No, in all these things we are more than conquerors through him who loved us. 38 For I am convinced that neither death nor life, neither angels nor demons, neither the present nor the future, nor any powers,39 neither height nor depth, nor anything else in all creation, will be able to separate us from the love of God that is in Christ Jesus our Lord.
This is not a case of; ‘We won’t be as dead as we think we will be.’
God can bring what is from what is not. God has promised to be faithful.
How can we approach our trust in God in a world where death seems to prevail; Death is real. We need to think about it, and prepare for it. Death and loss is real.
Christianity too often says, ‘It is not as bad as you think.’
Our fear of death is shared by Christ in Gethsemane. It is an understandable fear; a very real fear.
The Gospel of the Resurrection tells us that there is something true about God’s freedom to go on loving through and beyond death. We never fall out of the hand of God. We can learn to look through death.
What does this say about God?
What Jesus did in Galilee as healer and proclaimer of God’s mercy, and on the cross absolving the effects of our sin, is what Jesus does.
What Jesus did, he does.
Healing; carrying our wretchedness; promising mercy; taking away sins.
What Jesus does, God does.
God eternally pours out healing & forgiveness, and takes on himself our suffering.
God has unrestrained freedom; God can act whenever God wills. Because of the Resurrection we know God is that kind of God.
What Jesus did, he does.
What God did, he does.
God can be trusted.
The Holy Spirit will teach what Jesus does and what God does. The Holy Spirit does not act as a substitute for Jesus. The Spirit will manifest what is truly happening in the cross and Resurrection.
None of this is automatic; we can make it endlessly difficult for God; perhaps this is what hell is.
But from God’s point of view there is nothing to deflect his faithful commitments. God can be trusted.
If we become the Body of Christ on earth then what has to characterise us is some reflection of that faithfulness of God.
We have to become faithful friends; in our personal and our corporate lives we have to remain faithful. We can’t wash our hands of anyone. And that faithfulness has to exist in our community as well; offering God’s faithfulness to anyone who needs it.
This does not mean we can be triumphalist, or think we have the answer to every situation. Sometimes it is best to be silent.
People won’t hear what the Church has to say unless they trust us. Are we worth listening to? Are we worth trusting?
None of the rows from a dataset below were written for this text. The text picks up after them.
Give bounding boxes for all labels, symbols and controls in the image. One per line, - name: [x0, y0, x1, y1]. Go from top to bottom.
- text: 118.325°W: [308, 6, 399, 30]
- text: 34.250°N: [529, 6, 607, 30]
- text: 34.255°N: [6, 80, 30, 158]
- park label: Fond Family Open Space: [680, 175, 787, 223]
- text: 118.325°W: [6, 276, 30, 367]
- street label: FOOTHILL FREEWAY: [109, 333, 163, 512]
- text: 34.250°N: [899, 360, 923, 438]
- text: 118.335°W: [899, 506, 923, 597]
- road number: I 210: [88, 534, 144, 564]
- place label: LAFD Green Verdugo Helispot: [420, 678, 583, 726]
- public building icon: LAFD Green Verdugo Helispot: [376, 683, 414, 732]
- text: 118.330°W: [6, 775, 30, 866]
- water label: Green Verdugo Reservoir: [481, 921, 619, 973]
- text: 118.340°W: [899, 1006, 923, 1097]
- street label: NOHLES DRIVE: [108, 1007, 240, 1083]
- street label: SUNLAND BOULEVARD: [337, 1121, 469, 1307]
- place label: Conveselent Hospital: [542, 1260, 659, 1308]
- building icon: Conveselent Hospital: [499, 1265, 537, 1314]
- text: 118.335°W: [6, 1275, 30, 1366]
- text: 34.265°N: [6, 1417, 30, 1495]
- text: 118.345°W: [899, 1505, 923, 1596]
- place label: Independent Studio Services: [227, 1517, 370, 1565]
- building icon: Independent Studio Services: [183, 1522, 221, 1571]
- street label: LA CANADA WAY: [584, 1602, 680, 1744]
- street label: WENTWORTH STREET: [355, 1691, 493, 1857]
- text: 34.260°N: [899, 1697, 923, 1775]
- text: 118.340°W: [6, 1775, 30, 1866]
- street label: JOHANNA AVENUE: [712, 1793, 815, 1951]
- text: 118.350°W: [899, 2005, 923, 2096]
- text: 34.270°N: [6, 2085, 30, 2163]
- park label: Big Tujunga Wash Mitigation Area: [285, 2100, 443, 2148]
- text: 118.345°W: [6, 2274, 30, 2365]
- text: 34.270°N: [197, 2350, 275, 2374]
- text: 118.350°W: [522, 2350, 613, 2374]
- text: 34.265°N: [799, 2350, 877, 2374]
The Resurrection is Jesus appearing to us as the one who represents God’s promise; his covenant to us. We have to find ways to make that faithfulness a reality.
What matters is who the Resurrection reveals Jesus to be. It calls us to rethink our judgement about success and failure.
In rethinking we respond for ourselves, our neighbours and our world; we can’t ignore any of it. We have to find ways of engaging with others that allows Jesus to speak to them. We have to look through and beyond death and trust God to do what he always did.
The New Testament reveals a pattern of exploring the Resurrection not as a story about someone else but as a story that gives life to the believing community; in this story Jesus and we are woven together. Our faith is in the universal lordship of Christ and a faithful God.
God is not a tame lion.
The life of the Spirit now is the beginning of eternal life. There is a very real continuity of hope. That life is ruptured and challenged and dissolved by death, but we are always held in God’s hand.
Jesus is Risen; good for him; good for us; good for the universe.
We can read what it is that lies behind the Resurrection on every page of the New Testament. None of it would be written without the Resurrection, without God’s reversal of the world’s judgement.
1 Corinthians 15:14
And if Christ be not risen, then is our preaching vain, and your faith is also vain.
Never stop at the end of Romans 7.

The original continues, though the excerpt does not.